_DATA_
——————

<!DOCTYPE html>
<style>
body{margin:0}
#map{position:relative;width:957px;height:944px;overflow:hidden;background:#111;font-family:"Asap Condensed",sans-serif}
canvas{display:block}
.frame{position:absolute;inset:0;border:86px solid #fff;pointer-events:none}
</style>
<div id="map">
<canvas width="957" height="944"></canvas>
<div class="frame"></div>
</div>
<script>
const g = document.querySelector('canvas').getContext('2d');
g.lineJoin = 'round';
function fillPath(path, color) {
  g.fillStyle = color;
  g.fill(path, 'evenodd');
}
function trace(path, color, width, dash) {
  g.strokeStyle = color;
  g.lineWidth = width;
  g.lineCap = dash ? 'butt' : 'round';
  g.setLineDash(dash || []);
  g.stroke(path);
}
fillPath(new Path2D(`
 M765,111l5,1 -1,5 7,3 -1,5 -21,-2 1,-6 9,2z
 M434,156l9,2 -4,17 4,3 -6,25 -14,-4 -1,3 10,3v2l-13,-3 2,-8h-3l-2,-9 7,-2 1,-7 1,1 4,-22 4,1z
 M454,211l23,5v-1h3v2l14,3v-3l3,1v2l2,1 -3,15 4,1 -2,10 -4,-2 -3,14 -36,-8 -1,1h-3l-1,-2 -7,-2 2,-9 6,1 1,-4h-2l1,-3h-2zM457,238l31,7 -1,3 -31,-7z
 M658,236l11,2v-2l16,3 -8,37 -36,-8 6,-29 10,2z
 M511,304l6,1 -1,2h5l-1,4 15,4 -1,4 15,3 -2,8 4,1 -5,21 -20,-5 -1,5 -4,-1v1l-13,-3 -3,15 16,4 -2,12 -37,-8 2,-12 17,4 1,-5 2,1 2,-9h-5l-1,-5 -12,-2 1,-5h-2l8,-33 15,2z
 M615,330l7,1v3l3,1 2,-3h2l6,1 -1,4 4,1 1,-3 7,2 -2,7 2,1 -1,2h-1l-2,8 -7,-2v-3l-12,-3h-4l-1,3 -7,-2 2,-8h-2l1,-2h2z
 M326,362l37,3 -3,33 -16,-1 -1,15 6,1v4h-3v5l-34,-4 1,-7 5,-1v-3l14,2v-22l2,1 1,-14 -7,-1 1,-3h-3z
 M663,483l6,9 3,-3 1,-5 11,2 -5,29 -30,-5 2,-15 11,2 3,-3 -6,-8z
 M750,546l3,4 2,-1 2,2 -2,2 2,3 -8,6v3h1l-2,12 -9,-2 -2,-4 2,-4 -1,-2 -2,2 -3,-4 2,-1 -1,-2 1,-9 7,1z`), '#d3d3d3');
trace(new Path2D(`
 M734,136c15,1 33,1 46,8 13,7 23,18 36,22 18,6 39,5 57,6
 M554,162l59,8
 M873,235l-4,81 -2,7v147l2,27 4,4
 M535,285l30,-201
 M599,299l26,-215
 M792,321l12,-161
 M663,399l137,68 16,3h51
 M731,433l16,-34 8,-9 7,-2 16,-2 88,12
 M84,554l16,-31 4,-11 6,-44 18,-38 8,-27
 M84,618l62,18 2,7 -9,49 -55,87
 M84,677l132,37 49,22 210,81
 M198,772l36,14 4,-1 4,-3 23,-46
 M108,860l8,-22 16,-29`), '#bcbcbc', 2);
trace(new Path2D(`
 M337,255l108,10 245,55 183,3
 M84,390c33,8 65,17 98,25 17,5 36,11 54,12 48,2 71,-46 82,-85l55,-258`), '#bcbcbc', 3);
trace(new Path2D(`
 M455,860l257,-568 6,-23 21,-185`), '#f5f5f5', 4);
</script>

——————

_EXERCISE REQUIREMENTS_
Read the entries above and find each line holding the word "dash". Copy it out.

_RESULT_
function trace(path, color, width, dash) {
  g.lineCap = dash ? 'butt' : 'round';
  g.setLineDash(dash || []);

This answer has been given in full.